Cocoa shared similar spatial patterns to oil palm but extended across a broader geographical range, with the highest impacts in Central America and the north of South America, Madagascar, West Africa, Southeast Asia and the Pacific islands (Fig. 5a, b). These areas experienced significant environmental pressures, though only GHG and LND values were available for cocoa (Fig. 5a). Land use-related biodiversity loss (LND) was the highest impact factor in most areas where cocoa was grown, with only small areas that show a high impact of GHG emissions.

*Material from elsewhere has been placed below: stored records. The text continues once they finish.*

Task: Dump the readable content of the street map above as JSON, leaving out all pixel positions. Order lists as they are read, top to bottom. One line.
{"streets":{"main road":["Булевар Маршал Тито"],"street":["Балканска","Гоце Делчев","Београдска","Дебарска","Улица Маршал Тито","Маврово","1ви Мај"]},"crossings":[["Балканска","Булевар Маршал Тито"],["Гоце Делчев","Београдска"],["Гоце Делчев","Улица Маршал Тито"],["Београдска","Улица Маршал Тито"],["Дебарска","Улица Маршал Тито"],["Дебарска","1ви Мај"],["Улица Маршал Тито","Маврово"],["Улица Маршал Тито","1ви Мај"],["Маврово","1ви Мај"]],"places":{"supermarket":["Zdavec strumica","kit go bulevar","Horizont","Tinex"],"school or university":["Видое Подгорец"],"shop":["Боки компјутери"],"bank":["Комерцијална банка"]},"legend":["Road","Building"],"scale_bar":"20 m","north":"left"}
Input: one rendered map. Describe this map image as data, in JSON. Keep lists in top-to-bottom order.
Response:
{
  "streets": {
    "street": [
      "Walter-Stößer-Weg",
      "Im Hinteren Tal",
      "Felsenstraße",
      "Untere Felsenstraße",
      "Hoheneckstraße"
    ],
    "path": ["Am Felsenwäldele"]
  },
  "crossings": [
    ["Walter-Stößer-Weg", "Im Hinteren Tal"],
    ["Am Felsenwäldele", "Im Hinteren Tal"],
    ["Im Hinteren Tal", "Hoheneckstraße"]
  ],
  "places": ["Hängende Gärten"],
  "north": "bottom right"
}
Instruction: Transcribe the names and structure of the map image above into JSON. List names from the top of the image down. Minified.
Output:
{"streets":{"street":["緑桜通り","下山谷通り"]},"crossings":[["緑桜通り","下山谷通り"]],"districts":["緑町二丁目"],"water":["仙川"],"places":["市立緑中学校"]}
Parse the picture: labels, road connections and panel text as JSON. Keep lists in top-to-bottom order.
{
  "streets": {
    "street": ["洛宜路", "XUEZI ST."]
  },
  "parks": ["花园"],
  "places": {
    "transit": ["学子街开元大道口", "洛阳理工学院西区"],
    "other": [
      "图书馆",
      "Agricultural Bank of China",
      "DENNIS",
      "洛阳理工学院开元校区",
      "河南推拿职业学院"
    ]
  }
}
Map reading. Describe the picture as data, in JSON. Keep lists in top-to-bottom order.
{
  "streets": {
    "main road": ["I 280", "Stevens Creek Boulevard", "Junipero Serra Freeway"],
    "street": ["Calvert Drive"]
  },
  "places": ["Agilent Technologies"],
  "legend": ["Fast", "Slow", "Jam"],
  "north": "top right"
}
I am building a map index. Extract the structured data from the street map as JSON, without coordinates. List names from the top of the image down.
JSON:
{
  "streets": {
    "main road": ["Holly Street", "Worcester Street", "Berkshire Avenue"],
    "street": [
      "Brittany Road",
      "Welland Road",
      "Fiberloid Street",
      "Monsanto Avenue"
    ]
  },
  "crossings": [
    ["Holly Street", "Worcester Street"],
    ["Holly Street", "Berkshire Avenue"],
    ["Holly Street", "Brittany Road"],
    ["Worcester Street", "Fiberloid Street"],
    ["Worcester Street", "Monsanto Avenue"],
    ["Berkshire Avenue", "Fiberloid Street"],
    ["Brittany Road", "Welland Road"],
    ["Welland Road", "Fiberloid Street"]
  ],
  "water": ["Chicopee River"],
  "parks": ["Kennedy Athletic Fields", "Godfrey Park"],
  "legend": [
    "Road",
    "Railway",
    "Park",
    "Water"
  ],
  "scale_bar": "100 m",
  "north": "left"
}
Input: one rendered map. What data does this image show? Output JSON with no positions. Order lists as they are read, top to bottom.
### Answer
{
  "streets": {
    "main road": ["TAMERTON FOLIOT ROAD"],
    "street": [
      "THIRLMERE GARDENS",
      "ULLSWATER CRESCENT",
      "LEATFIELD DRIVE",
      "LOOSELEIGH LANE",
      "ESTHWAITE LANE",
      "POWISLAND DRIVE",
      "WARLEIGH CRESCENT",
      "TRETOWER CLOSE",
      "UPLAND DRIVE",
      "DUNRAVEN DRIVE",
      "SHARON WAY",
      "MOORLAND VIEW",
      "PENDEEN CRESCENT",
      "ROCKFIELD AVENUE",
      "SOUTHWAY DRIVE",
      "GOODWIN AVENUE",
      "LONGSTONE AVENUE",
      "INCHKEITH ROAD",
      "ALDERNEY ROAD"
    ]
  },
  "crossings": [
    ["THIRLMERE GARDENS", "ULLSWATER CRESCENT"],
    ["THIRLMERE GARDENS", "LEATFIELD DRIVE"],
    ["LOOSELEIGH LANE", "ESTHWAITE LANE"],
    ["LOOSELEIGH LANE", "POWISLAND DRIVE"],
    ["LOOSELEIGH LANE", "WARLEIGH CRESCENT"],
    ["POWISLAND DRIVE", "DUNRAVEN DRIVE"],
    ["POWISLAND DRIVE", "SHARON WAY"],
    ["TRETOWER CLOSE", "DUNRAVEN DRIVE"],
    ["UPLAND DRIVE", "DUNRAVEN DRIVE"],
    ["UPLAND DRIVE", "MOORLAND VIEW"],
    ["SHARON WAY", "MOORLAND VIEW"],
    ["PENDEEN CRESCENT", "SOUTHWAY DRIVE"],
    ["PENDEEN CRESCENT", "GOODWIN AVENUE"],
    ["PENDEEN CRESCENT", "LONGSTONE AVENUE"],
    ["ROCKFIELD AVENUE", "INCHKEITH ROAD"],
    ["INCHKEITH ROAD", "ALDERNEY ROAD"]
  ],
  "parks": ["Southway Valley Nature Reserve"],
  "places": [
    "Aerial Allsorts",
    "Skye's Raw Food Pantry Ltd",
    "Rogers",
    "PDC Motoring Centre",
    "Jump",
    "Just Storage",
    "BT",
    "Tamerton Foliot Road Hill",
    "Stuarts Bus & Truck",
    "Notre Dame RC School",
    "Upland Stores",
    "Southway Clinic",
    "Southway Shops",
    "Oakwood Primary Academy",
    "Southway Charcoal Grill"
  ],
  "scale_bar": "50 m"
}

Comparing the environmental impacts of key ingredients in countries supplying the majority of UK imports
The UK sourced the majority of its wheat, sugar, palm oil, and cocoa from seven countries (Table 1). Much was sourced from the UK itself, including large amounts of sugar beet and wheat (Table 1), for which over 7 million and 14 million tonnes are supplied from domestic production, respectively (FAOSTAT; http://www.fao.org/faostat/en/#data/TM). Cocoa and palm oil were primarily sourced from tropical countries known to have high biodiversity. For cocoa, these countries were Côte d’Ivoire, Ghana, Nigeria and Cameroon and palm oil was primarily sourced from Indonesia and Malaysia. For palm oil, the proportion of the total production of these crops in these countries that was then exported to the UK was very low (~ 2%) yet fulfilled nearly half of UK consumption (Table 1).
Considering sugar, wheat and oil palm production, for which all five indicators could be calculated, the greatest impact was from oil palm production in Malaysia (especially for GHG and LND), followed by oil palm production in Indonesia, then wheat in the UK, for which Nit was the key impact metric (Fig. 6a). Sugar in the UK had the lowest total impact, most of which was attributable to Nit (Fig. 6a), though sugar had a greater per-tonne impact than wheat in the UK (Fig. 6b). For cocoa, only GHG and land use impact metrics were available. However, cocoa production showed much lower total impacts for these two metrics than the other three crops, with the highest total impact in Côte d’Ivoire (Fig. 6a).Fig. 6. The environmental impact of growing the crops in countries that supplied at least 5% of the UK’s palm oil, sugar, wheat and cocoa. The bar charts show the standardised value of each environmental indicator generated for each crop, in total (a) and per tonne of crop (b). GHG, greenhouse gas emissions; LND, occupational land use biodiversity impacts; Nit, nitrogen fertiliser impacts on marine demersal fish and invertebrate species; Pho, phosphorus fertiliser impacts on freshwater fish species; and WAT, water debt. Note that, for cocoa, measures of impact were only available for GHG and LND; these are highlighted with stars. The x-axis has been square-root transformed to better visualise those countries with low impact scores.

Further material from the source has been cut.